Fast hashing of diffusers and checkpoint-style models.

Usage:
from invokeai.backend.model_managre.model_hash import FastModelHash
>>> FastModelHash.hash('/home/models/stable-diffusion-v1.5')
'a8e693a126ea5b831c96064dc569956f'
"""
import hashlib
import os
from pathlib import Path
from typing import Literal, Union

from blake3 import blake3

MODEL_FILE_EXTENSIONS = (".ckpt", ".safetensors", ".bin", ".pt", ".pth")

ALGORITHMS = Literal[
    "md5",
    "sha1",
    "sha1_fast",
    "sha224",
    "sha256",
    "sha384",
    "sha512",
    "blake2b",
    "blake2s",
    "sha3_224",
    "sha3_256",
    "sha3_384",
    "sha3_512",
    "shake_128",
    "shake_256",
    "blake3",
]


class ModelHash:
    """ModelHash provides one public class method, hash()."""

    @classmethod
    def hash(cls, model_location: Union[str, Path], algorithm: ALGORITHMS = "blake3") -> str:
        """
        Return hexdigest string for model located at model_location.
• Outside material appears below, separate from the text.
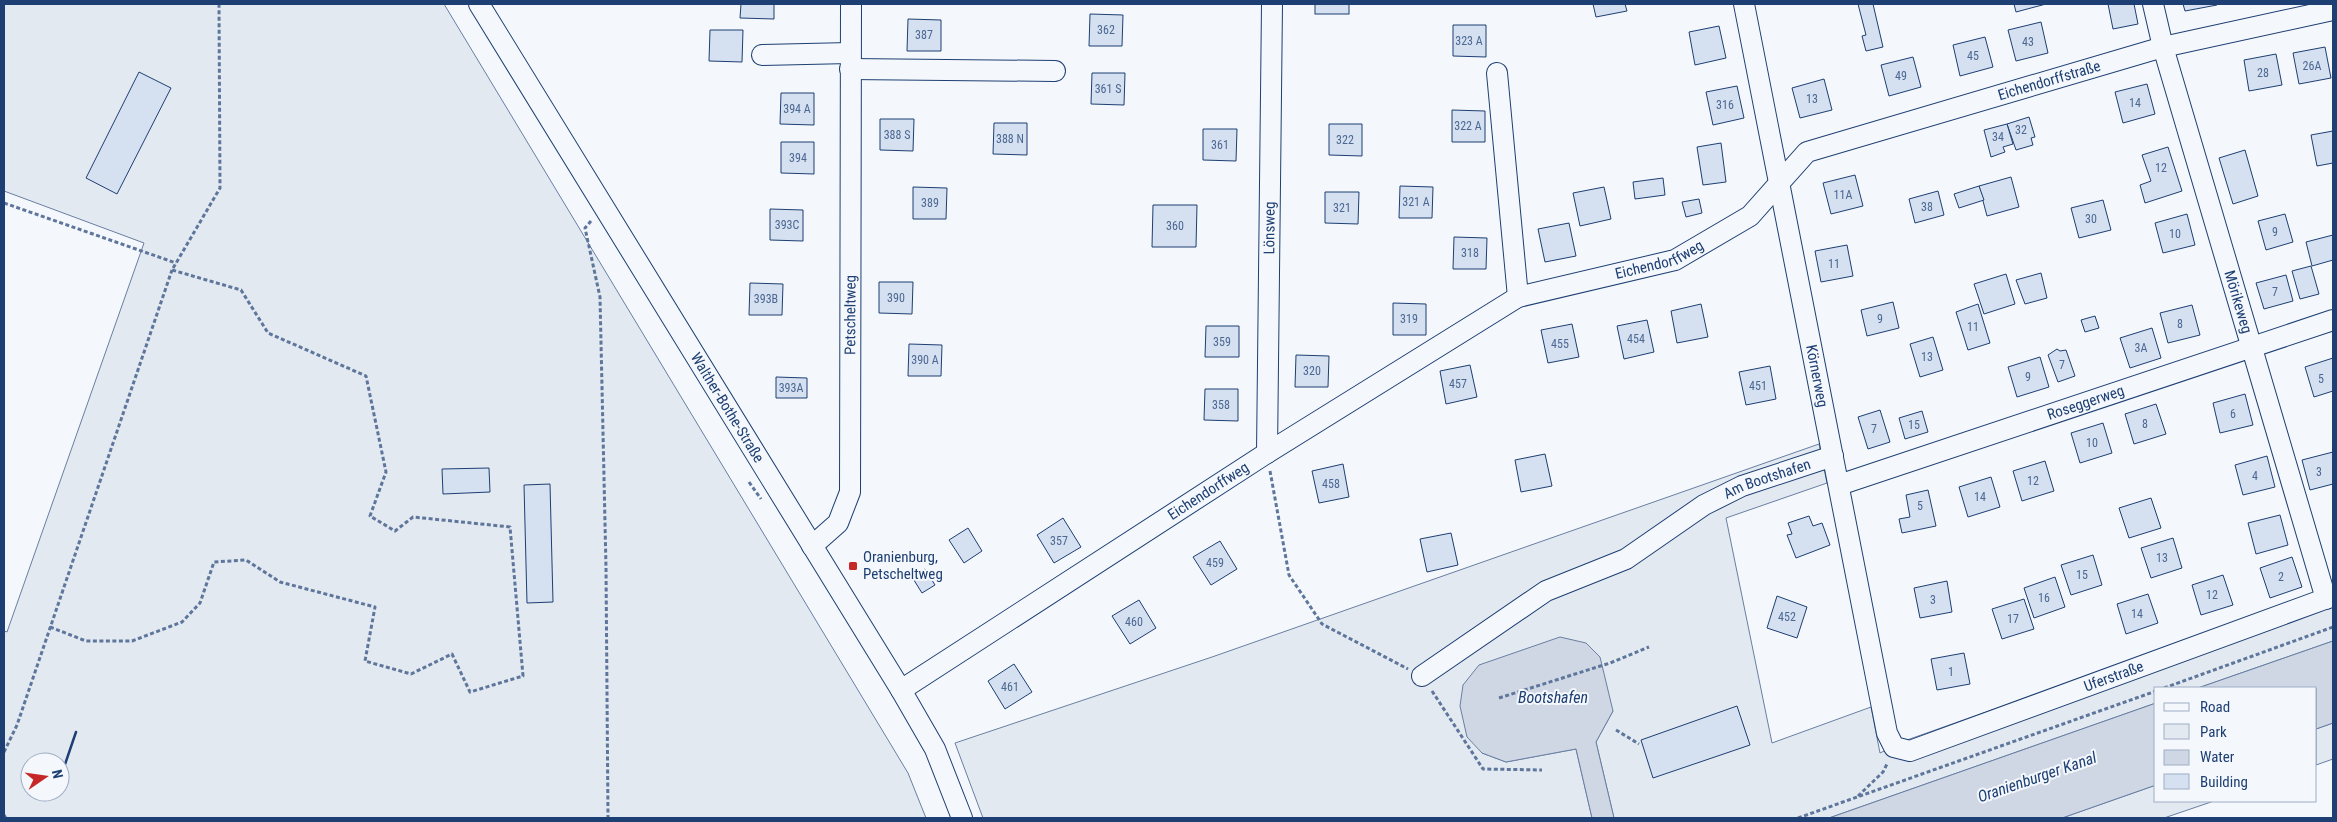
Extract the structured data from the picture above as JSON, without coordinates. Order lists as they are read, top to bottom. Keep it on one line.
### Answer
{"streets":{"street":["Eichendorffstraße","Lönsweg","Eichendorffweg","Mörikeweg","Petscheltweg","Körnerweg","Roseggerweg","Walther-Bothe-Straße","Am Bootshafen","Uferstraße"]},"crossings":[["Eichendorffstraße","Eichendorffweg"],["Eichendorffstraße","Mörikeweg"],["Eichendorffstraße","Körnerweg"],["Lönsweg","Eichendorffweg"],["Eichendorffweg","Körnerweg"],["Eichendorffweg","Walther-Bothe-Straße"],["Mörikeweg","Roseggerweg"],["Mörikeweg","Uferstraße"],["Petscheltweg","Walther-Bothe-Straße"],["Körnerweg","Roseggerweg"],["Körnerweg","Am Bootshafen"],["Körnerweg","Uferstraße"]],"water":["Bootshafen","Oranienburger Kanal"],"places":{"transit":["Oranienburg, Petscheltweg"]},"house_numbers":["362","387","323 A","43","45","26A","28","49","361 S","13","14","316","394 A","322 A","32","388 S","34","388 N","322","361","394","12","11A","321 A","389","38","321","30","393C","360","9","10","318","11","7","390","393B","319","9","8","11","454","359","455","3A","13","390 A","7","320","9","5","457","451","393A","358","6","8","15","7","10","3","4","12","458","14","5","357","13","459","15","2","12","16","3","14","452","17","460","1","461"],"legend":["Road","Park","Water","Building"],"north":"right"}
        If model_location is a directory, the hash is computed by hashing the hashes of all model files in the
        directory. The final composite hash is always computed using BLAKE3.
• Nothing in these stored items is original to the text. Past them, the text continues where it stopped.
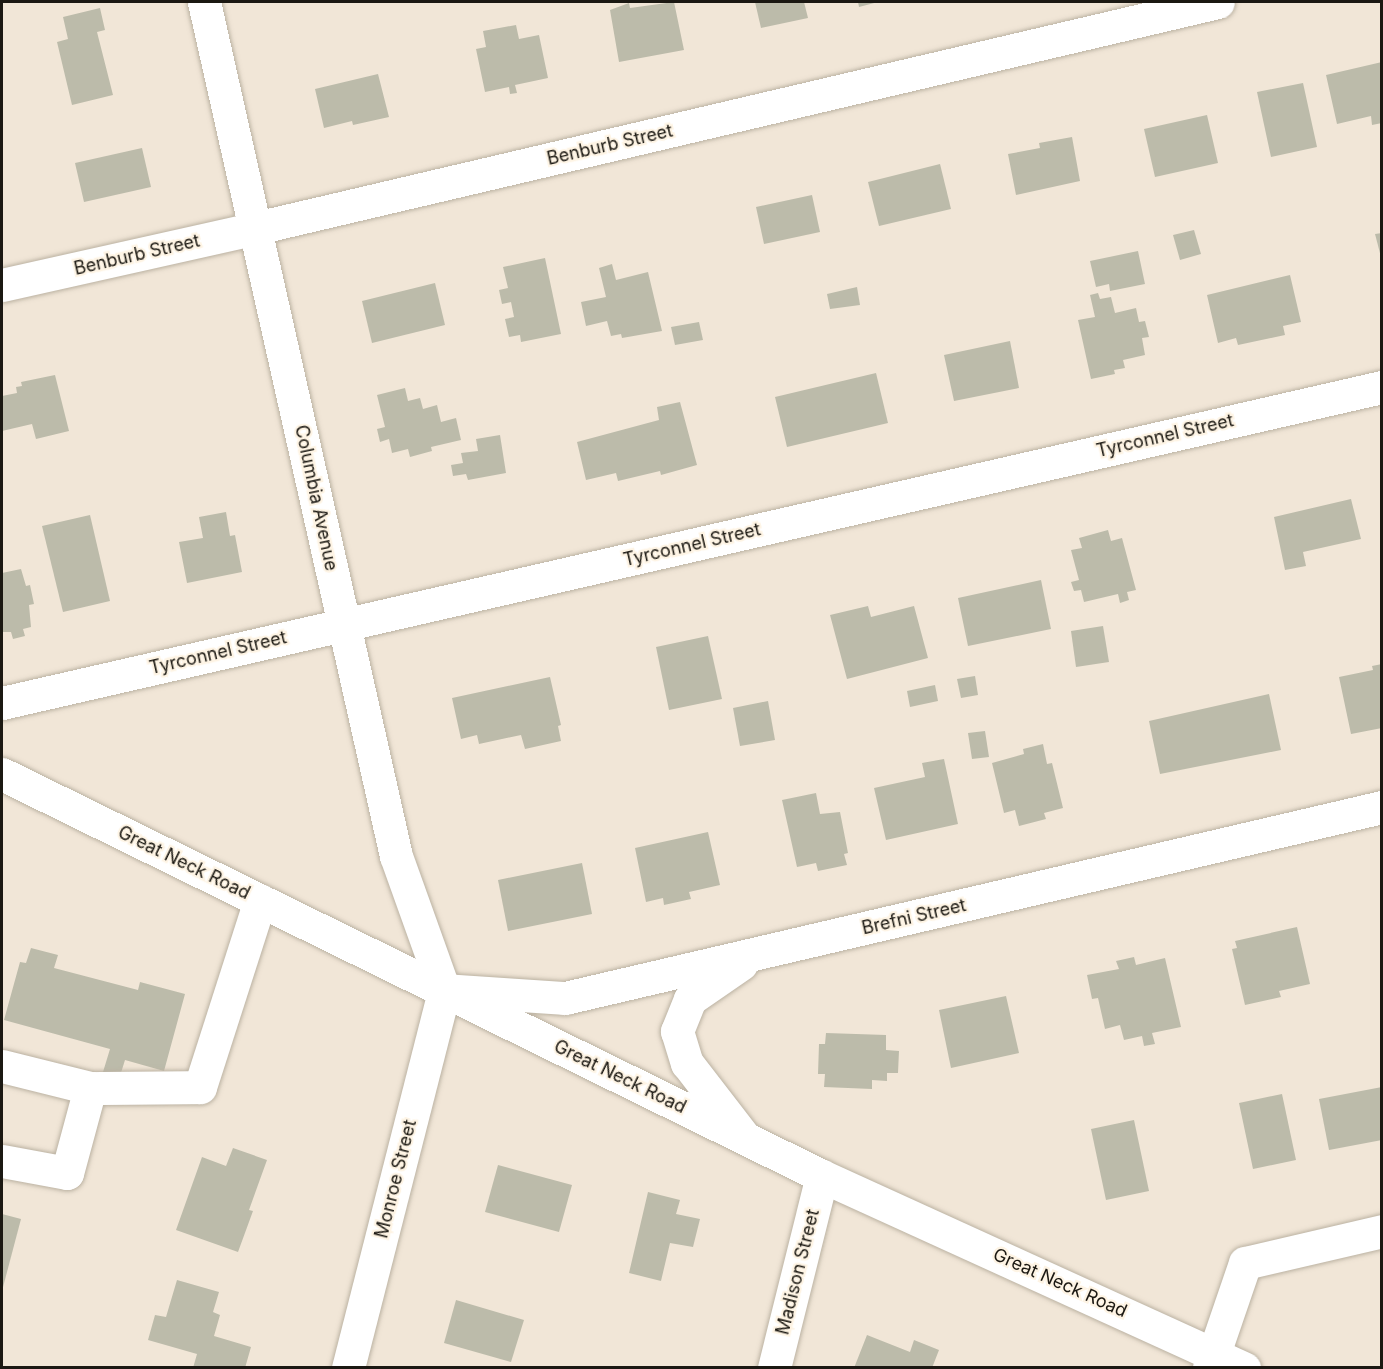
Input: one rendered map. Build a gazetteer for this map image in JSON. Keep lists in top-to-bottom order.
{
  "streets": {
    "street": [
      "Benburb Street",
      "Tyrconnel Street",
      "Columbia Avenue",
      "Great Neck Road",
      "Brefni Street",
      "Monroe Street",
      "Madison Street"
    ]
  },
  "crossings": [
    ["Benburb Street", "Columbia Avenue"],
    ["Tyrconnel Street", "Columbia Avenue"],
    ["Columbia Avenue", "Great Neck Road"],
    ["Columbia Avenue", "Brefni Street"],
    ["Columbia Avenue", "Monroe Street"],
    ["Great Neck Road", "Brefni Street"],
    ["Great Neck Road", "Monroe Street"],
    ["Great Neck Road", "Madison Street"],
    ["Brefni Street", "Monroe Street"]
  ]
}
        :param model_location: Path to the model
        :param algorithm: Hashing algorithm to use
        """
        model_location = Path(model_location)
        if model_location.is_file():
            return cls._hash_file(model_location, algorithm)
        elif model_location.is_dir():
            return cls._hash_dir(model_location, algorithm)
        else:
            raise OSError(f"Not a valid file or directory: {model_location}")

    @classmethod
    def _hash_file(cls, model_location: Union[str, Path], algorithm: ALGORITHMS) -> str:
        """
        Compute the hash for a single file and return its hexdigest.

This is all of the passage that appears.